A 48-year-old woman presented to our clinic 2.5 years after unilateral mastectomy and adjuvant chemotherapy. The Nipple-Inframammary Fold (N-IMF) and the suprasternal notch-nipple distance were 19 and 42 cm, respectively. The NAC was transferred with the flap. Venous congestion, marginal flap, and fat necrosis were not observed, and her satisfaction score was 4 (Fig. 4).

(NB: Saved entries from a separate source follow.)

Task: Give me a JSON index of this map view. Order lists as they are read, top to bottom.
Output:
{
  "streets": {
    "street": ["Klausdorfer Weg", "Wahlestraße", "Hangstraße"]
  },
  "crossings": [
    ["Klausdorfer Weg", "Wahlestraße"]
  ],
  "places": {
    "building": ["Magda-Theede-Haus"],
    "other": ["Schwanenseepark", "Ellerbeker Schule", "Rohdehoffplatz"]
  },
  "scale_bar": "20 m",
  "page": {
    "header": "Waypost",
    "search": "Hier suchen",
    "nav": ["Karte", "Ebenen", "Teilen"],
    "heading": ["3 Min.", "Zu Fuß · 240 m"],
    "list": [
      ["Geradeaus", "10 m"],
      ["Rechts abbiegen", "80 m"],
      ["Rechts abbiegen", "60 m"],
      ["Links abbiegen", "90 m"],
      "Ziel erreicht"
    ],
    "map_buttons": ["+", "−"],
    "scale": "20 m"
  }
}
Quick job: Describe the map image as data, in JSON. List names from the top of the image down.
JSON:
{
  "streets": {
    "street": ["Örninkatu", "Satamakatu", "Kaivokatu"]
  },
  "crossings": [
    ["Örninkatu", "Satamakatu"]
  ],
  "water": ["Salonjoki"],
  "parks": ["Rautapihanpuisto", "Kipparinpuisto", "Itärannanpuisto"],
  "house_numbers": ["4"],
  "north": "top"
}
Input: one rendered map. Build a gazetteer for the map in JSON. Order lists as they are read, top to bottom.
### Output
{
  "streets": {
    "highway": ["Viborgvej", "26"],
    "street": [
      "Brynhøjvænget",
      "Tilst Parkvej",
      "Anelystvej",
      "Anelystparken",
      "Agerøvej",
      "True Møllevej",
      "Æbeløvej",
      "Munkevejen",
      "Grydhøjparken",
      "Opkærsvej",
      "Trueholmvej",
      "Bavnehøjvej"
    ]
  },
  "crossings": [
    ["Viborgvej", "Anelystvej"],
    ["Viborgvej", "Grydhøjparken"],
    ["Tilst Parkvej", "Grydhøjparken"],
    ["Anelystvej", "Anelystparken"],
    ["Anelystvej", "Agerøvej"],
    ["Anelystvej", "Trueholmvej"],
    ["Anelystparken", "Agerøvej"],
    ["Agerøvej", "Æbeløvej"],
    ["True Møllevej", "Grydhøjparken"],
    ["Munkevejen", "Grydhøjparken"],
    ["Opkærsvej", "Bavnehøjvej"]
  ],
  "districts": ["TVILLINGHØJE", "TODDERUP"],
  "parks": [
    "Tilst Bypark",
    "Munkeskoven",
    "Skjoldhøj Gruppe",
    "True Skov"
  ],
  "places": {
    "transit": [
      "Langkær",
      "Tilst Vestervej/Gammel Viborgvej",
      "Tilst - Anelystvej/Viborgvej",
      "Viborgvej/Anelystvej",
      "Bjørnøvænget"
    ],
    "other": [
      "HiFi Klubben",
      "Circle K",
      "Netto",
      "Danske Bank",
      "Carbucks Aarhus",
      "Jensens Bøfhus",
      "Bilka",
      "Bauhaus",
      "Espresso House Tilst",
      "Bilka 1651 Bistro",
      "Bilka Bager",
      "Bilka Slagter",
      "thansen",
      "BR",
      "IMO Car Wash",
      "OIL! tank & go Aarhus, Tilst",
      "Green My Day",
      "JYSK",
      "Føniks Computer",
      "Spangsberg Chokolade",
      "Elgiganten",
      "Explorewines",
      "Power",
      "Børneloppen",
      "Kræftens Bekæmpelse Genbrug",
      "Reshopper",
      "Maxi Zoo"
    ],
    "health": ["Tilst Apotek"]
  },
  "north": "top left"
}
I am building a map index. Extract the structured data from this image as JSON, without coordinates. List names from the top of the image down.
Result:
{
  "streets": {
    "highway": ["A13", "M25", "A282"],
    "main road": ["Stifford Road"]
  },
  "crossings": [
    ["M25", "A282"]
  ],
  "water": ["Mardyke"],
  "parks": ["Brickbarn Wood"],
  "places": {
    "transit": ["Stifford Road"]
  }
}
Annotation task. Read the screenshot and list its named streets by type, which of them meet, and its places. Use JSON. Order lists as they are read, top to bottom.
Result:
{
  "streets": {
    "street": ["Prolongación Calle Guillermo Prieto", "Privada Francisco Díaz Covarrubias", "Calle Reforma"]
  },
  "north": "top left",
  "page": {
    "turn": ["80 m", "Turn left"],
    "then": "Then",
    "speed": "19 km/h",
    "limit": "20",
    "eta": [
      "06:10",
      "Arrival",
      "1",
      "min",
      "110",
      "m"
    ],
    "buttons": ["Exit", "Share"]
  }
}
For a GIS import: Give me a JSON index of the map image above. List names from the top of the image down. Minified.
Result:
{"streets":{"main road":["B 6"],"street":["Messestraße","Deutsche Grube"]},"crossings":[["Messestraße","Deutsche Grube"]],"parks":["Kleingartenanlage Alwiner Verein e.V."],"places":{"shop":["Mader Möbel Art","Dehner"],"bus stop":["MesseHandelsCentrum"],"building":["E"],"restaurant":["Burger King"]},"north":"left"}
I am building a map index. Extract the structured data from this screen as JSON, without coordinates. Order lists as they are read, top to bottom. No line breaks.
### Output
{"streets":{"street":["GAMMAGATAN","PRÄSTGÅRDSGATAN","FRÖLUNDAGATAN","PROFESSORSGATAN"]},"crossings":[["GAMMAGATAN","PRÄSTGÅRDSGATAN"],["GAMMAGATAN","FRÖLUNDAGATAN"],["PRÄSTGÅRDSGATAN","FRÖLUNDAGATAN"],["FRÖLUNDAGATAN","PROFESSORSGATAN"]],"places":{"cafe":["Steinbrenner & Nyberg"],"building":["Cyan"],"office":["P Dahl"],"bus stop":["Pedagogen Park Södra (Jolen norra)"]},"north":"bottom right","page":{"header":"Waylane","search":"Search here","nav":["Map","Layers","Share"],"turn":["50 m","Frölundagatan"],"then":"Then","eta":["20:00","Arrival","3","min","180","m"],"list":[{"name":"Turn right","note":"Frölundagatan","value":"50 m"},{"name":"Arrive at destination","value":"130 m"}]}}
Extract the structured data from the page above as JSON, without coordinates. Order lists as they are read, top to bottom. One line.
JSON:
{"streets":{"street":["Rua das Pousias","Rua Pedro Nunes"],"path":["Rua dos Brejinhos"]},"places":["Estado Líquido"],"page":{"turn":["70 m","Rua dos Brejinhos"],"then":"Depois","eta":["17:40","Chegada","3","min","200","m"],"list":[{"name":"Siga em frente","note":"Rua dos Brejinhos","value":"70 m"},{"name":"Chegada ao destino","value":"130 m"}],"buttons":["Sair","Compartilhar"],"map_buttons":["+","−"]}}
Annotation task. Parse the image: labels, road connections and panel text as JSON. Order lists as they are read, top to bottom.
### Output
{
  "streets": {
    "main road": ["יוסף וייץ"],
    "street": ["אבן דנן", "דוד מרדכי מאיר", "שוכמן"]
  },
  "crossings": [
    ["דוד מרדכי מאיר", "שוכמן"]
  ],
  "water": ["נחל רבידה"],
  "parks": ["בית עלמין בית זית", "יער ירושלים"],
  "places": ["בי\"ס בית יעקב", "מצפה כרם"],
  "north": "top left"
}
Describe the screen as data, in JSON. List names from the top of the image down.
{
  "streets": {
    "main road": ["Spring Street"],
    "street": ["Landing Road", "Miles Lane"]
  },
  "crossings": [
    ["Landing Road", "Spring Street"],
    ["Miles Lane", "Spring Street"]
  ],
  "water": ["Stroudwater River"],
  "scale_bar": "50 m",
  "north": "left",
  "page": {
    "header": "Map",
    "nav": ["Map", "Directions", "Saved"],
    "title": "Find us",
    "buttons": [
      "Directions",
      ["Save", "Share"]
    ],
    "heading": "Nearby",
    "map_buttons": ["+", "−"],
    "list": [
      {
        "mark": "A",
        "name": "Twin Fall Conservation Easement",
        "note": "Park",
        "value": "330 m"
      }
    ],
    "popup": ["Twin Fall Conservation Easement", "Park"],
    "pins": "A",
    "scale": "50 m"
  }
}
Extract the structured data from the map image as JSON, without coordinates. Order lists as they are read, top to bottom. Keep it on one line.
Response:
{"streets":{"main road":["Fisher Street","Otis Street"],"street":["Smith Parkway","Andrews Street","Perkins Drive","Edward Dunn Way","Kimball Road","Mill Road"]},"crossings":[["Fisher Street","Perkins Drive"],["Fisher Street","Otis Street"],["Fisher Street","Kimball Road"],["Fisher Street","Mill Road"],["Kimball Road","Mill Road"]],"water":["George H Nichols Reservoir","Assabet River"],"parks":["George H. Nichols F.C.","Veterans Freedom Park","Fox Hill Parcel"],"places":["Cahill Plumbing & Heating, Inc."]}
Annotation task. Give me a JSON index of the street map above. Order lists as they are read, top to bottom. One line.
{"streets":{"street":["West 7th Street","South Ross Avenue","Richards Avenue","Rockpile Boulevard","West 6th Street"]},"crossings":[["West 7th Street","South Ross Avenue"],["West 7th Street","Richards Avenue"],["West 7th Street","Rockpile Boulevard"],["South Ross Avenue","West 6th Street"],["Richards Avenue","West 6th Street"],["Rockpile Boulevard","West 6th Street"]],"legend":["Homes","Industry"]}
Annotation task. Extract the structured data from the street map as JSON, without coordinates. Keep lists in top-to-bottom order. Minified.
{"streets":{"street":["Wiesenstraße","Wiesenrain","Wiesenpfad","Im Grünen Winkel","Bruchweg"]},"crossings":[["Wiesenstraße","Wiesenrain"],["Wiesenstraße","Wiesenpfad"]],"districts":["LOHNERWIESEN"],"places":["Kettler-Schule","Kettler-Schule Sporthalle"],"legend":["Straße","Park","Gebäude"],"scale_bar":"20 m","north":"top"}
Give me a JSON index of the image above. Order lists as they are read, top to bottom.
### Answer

A 62-year-old patient presented a year after mastectomy and adjuvant chemotherapy. N-IMF distance was 10 cm. The NAC was not included in the flap design. She had no complications, and her mean satisfaction score was 4.(See figure 3, Supplemental Digital Content 3, which demonstrates preoperative and 2 months postoperative photographs, http://links.lww.com/PRSGO/B463.) As in case 1, no revision surgery was needed, but she will have a nipple reconstruction with nipple sharing.
Although used less often, the autologous reconstruction is usually considered superior to implant reconstruction owing to higher satisfaction rates and to the absence of device-related problems.3,4 The Deep Inferior Epigastric Artery Perforator (DIEP) flap is the gold standard, but there is no ideal technique for these patients yet.5,6
In 2000, we proposed the Internal Mammary Artery Pedicled (IMAP) fasciocutaneous island flap.7 Although the 4th perforator is the dominant one, this flap was based on 5th, 6th, and 7th IMA perforators. We avoided creating unaesthetic scar tissue by limiting the vertical incision to these three intercostal spaces. However, it was not suitable to repair large defects.7 By enhancing the vascular supply, we overcame this limitation.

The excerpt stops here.